Filter the entries that follow, copying every line in which the word "they" appears.
[PROVIDED DATA — start]
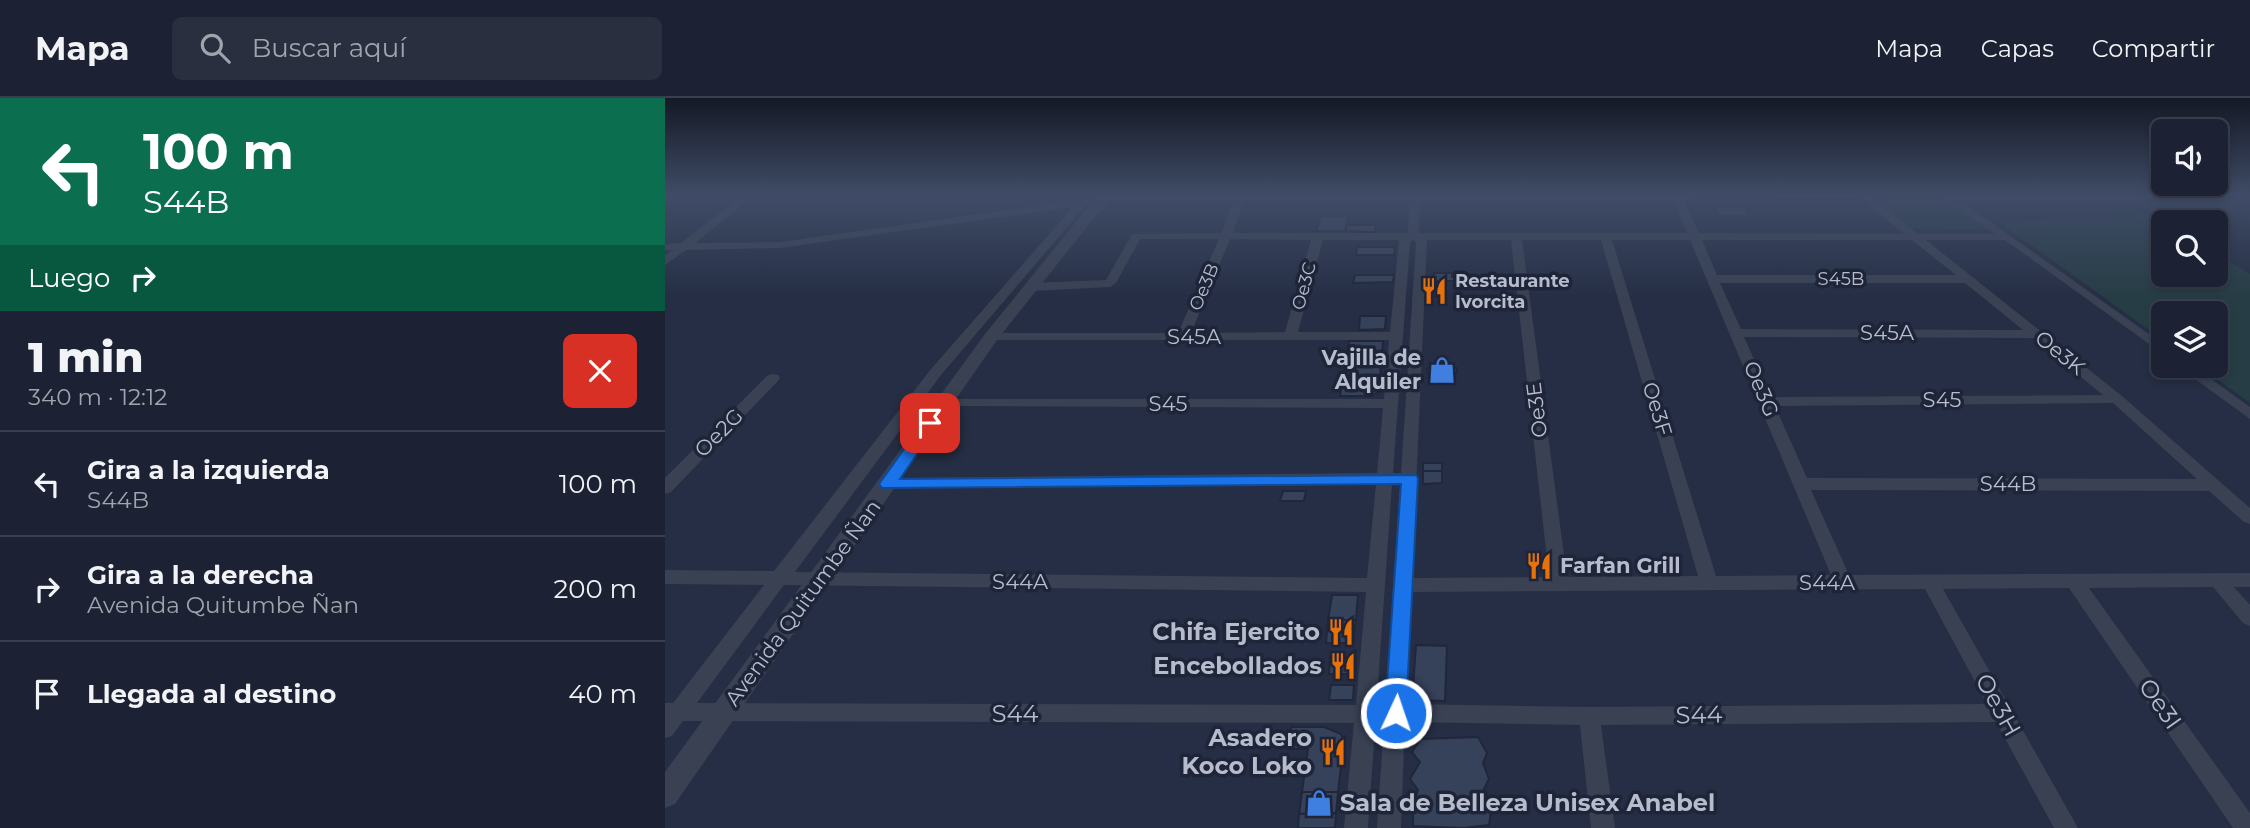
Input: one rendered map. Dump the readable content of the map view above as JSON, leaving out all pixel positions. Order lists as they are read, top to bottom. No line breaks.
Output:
{"streets":{"street":["S45B","Oe3C","Oe3B","S45A","Oe3K","Oe3G","S45","Oe3F","Oe3E","Oe2G","S44B","S44A","Avenida Quitumbe Ñan","Oe3I","Oe3H","S44"]},"crossings":[["S45B","Oe3K"],["S45B","Oe3G"],["Oe3C","S45A"],["Oe3B","S45A"],["S45A","Oe3K"],["S45A","Oe3G"],["S45A","Avenida Quitumbe Ñan"],["Oe3K","S45"],["Oe3K","S44B"],["Oe3G","S45"],["Oe3G","S44B"],["Oe3G","S44A"],["S45","Avenida Quitumbe Ñan"],["Oe3F","S44A"],["Oe3E","S44A"],["S44A","Avenida Quitumbe Ñan"],["S44A","Oe3I"],["S44A","Oe3H"],["Avenida Quitumbe Ñan","S44"],["Oe3H","S44"]],"places":{"restaurant":["Restaurante Ivorcita","Farfan Grill","Chifa Ejercito","Encebollados","Asadero Koco Loko"],"shop":["Vajilla de Alquiler","Sala de Belleza Unisex Anabel"]},"page":{"header":"Mapa","search":"Buscar aquí","nav":["Mapa","Capas","Compartir"],"turn":["100 m","S44B"],"then":"Luego","heading":["1 min","340 m · 12:12"],"list":[{"name":"Gira a la izquierda","note":"S44B","value":"100 m"},{"name":"Gira a la derecha","note":"Avenida Quitumbe Ñan","value":"200 m"},{"name":"Llegada al destino","value":"40 m"}]}}
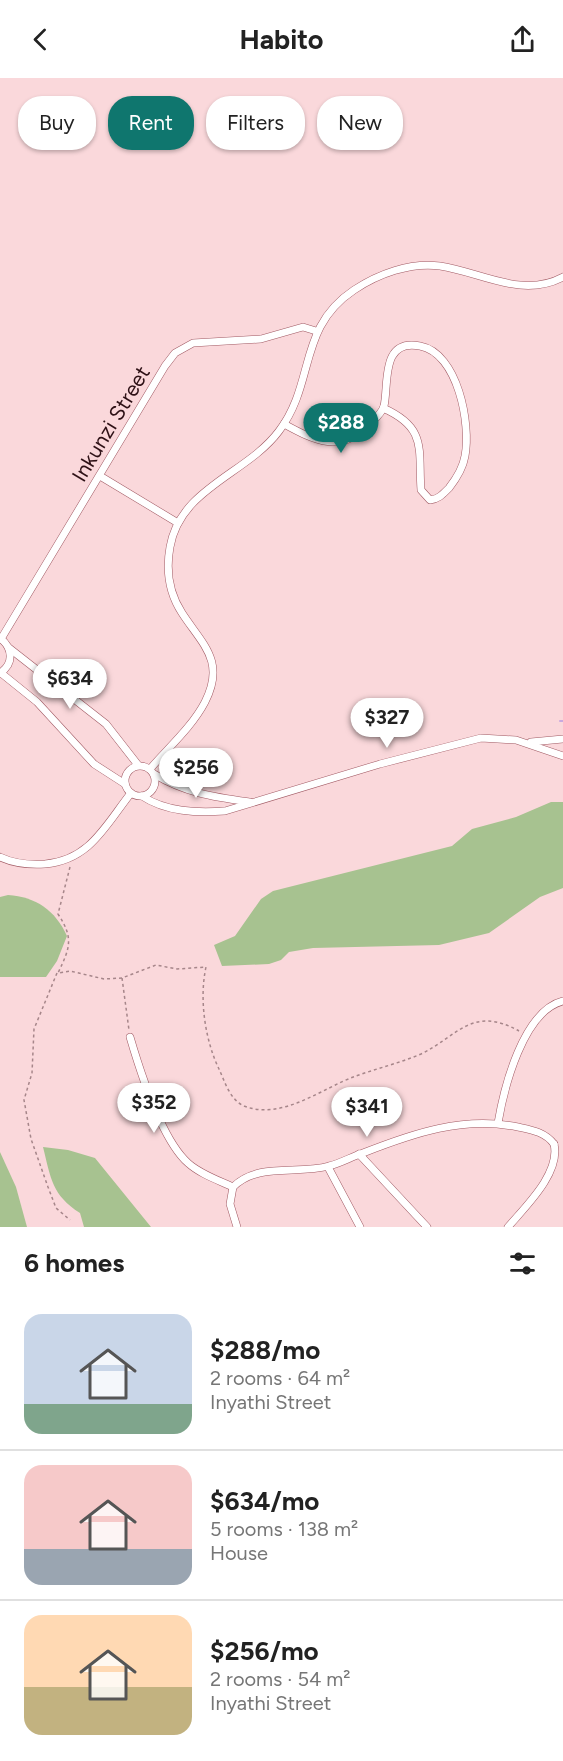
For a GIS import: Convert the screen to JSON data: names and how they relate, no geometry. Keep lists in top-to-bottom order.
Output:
{
  "streets": {
    "street": ["Inkunzi Street"]
  },
  "page": {
    "header": "Habito",
    "chip": [
      "Buy",
      "Rent",
      "Filters",
      "New"
    ],
    "price": [
      "$288",
      "$634",
      "$327",
      "$256",
      "$352",
      "$341"
    ],
    "heading": "6 homes",
    "list": [
      {
        "name": "$288/mo",
        "note": "2 rooms · 64 m² · Inyathi Street"
      },
      {
        "name": "$634/mo",
        "note": "5 rooms · 138 m² · House"
      },
      {
        "name": "$256/mo",
        "note": "2 rooms · 54 m² · Inyathi Street"
      }
    ]
  }
}
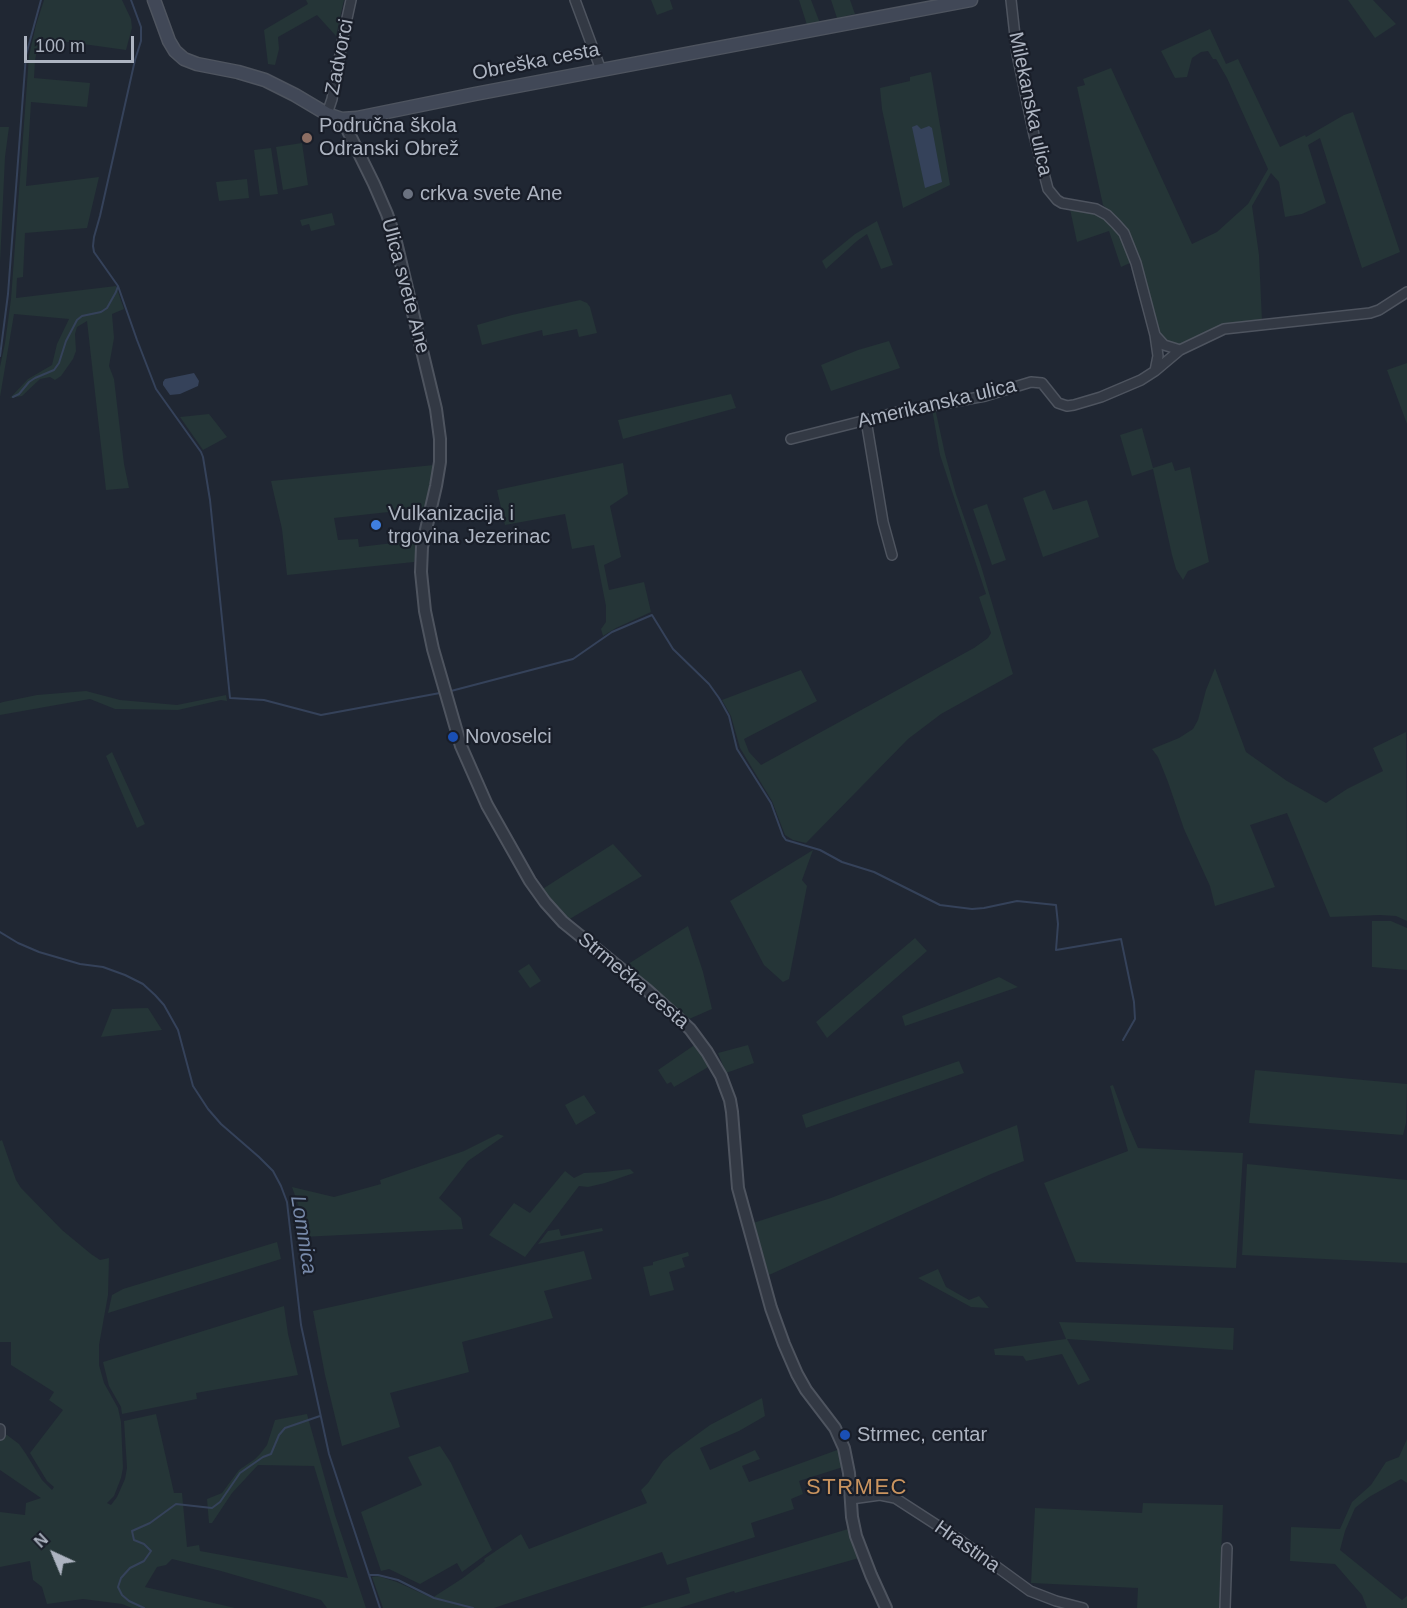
[PROVIDED DATA — finish]
**PROBLEM SOLUTION:**
Input: one rendered map. Dump the readable content of the map view above as JSON, leaving out all pixel positions. Order lists as they are read, top to bottom. No line breaks.
For a GIS import: Convert the screen to JSON data: names and how they relate, no geometry. Keep lists in top-to-bottom order.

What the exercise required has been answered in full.